Record excerpts:
########
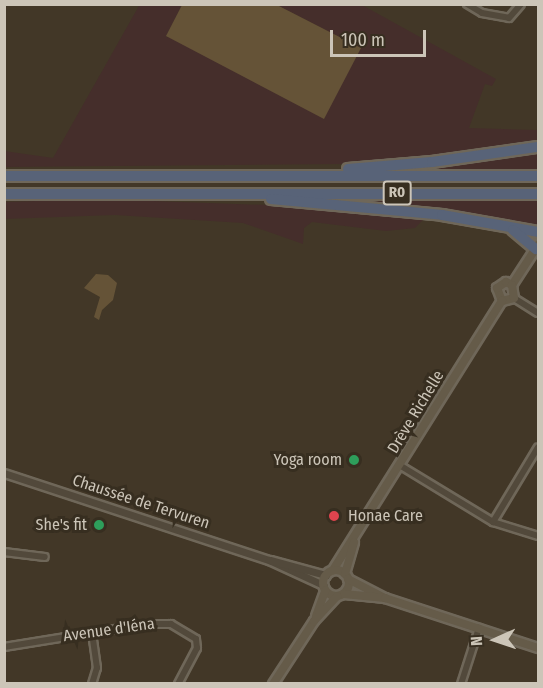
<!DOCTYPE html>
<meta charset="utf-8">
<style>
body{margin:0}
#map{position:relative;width:543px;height:688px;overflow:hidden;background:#423727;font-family:"Fira Sans Condensed",sans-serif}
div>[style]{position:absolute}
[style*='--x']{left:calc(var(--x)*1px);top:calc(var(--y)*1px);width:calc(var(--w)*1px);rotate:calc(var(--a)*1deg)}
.green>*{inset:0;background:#452e2b}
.water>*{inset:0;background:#655337}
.roads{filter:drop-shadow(2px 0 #6f6759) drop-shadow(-2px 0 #6f6759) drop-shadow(0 2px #6f6759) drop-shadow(0 -2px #6f6759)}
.minor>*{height:6px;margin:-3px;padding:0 3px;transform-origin:3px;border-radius:3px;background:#52493b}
.tertiary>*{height:7px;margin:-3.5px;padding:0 3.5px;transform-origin:3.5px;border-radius:3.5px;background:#52493b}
.secondary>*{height:8px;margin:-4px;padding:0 4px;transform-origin:4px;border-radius:4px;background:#655b49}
.secondary>.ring{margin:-4px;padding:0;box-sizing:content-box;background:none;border:8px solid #655b49;border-radius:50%}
.motorway>*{height:10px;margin:-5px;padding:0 5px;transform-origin:5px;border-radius:5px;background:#586378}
.dots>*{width:16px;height:16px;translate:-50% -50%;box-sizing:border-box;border:3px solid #372e20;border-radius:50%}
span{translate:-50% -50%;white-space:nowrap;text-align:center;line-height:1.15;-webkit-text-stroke:6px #372e20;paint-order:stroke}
.shield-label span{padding:2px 4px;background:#372e20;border:2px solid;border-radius:4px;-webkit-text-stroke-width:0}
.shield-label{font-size:15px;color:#ccc5b8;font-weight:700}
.street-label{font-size:16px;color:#ccc5b8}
.poi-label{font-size:16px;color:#ccc5b8}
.right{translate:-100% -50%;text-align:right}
.left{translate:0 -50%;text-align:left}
.frame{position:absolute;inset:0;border:6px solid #ccc5b8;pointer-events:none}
.north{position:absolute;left:465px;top:610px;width:60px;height:60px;-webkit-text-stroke:4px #372e20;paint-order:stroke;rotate:267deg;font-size:16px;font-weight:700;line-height:24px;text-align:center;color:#ccc5b8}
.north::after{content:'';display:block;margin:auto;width:21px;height:27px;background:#ccc5b8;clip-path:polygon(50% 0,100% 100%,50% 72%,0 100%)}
.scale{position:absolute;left:330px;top:30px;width:96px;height:27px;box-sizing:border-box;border:3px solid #ccc5b8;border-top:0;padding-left:8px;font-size:18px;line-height:21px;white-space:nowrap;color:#ccc5b8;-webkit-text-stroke:4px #372e20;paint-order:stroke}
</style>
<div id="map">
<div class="green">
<div style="clip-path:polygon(140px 4px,182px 5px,166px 37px,360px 48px,277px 5px,362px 5px,496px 79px,492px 86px,485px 84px,469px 128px,538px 130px,538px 141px,445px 155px,345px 164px,5px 167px,4px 151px,53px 158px)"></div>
<div style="clip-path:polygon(538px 150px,538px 169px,395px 169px)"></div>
<div style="clip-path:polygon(99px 199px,294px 206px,425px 218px,415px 228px,386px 231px,312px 222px,304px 228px,303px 244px,243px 223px,115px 215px,5px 219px,4px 202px)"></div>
<div style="clip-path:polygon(342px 200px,538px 201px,538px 224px,535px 229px,429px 209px)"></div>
</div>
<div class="water">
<div style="clip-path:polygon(182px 5px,277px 5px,361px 48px,324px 119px,166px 36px)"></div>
<div style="clip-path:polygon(96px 274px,108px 275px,117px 283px,113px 300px,102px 310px,99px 320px,94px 317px,100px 297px,84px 288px)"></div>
</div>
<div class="roads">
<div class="minor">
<div style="--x:467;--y:4;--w:17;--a:31"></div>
<div style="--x:482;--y:13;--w:27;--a:10"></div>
<div style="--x:509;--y:18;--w:18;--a:-49"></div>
<div style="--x:514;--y:298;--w:28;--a:32"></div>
<div style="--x:401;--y:466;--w:108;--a:31.3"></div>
<div style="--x:493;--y:522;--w:47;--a:17.3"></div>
<div style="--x:493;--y:522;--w:87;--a:-59"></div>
<div style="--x:4;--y:552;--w:41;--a:7"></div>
<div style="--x:4;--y:647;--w:144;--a:-9.2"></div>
<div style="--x:146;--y:624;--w:25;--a:0"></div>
<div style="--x:171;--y:624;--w:29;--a:31"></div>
<div style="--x:196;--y:639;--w:9;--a:84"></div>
<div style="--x:197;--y:648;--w:41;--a:117.8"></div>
<div style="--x:92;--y:684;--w:17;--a:-73"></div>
<div style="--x:97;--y:668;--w:36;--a:-98"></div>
<div style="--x:461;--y:684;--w:59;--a:-72.2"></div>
</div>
<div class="tertiary">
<div style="--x:4;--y:473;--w:279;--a:18.2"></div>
<div style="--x:269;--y:560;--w:60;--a:24.8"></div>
<div style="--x:270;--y:560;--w:58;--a:15"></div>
</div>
<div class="secondary">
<div style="--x:512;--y:285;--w:48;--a:-57"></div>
<div style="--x:502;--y:301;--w:14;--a:-111"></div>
<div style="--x:497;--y:288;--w:11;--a:-34"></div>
<div style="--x:506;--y:282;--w:7;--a:27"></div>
<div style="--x:502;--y:301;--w:12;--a:-14"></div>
<div style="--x:514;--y:298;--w:13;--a:-99"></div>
<div style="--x:333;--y:570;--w:318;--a:-57.9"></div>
<div class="ring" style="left:323px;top:570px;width:18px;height:18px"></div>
<div style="--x:345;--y:574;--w:33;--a:-74"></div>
<div style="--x:348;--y:579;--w:42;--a:27.2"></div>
<div style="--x:344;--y:594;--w:41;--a:5.6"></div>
<div style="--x:385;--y:598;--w:161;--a:18.1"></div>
<div style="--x:316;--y:616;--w:27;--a:-70"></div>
<div style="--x:273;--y:684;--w:75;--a:-56.9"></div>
<div style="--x:314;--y:621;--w:34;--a:-47"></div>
</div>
<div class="motorway">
<div style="--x:348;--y:169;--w:84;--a:-4.8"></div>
<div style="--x:432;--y:162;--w:107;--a:-8.1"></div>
<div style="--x:4;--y:176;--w:534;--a:0"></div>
<div style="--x:4;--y:194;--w:534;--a:0"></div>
<div style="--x:271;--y:199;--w:172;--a:5.3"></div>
<div style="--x:442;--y:215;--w:97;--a:10"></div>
<div style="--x:513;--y:230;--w:30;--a:40"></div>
</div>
</div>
<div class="dots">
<div style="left:354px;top:460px;background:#2e9e5b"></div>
<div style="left:334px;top:516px;background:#e0444e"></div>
<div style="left:99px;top:525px;background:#2e9e5b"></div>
</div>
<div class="shield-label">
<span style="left:397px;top:193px">R0</span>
</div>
<div class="street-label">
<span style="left:416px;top:412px;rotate:-59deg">Drève Richelle</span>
<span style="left:141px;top:502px;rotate:18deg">Chaussée de Tervuren</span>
<span style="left:109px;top:630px;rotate:-8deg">Avenue d'Iéna</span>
</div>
<div class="poi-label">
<span class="right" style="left:342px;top:460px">Yoga room</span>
<span class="left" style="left:348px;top:516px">Honae Care</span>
<span class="right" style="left:87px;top:525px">She's fit</span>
</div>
<div class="frame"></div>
<div class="north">N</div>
<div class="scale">100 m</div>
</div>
########
Instructions for the task:
Starting with the first line of the data above, write out each line exactly up to and including the line that holds "0 #6f6759) drop-shadow(-2px". Pictures stay out.

Exercise solution:
<!DOCTYPE html>
<meta charset="utf-8">
<style>
body{margin:0}
#map{position:relative;width:543px;height:688px;overflow:hidden;background:#423727;font-family:"Fira Sans Condensed",sans-serif}
div>[style]{position:absolute}
[style*='--x']{left:calc(var(--x)*1px);top:calc(var(--y)*1px);width:calc(var(--w)*1px);rotate:calc(var(--a)*1deg)}
.green>*{inset:0;background:#452e2b}
.water>*{inset:0;background:#655337}
.roads{filter:drop-shadow(2px 0 #6f6759) drop-shadow(-2px 0 #6f6759) drop-shadow(0 2px #6f6759) drop-shadow(0 -2px #6f6759)}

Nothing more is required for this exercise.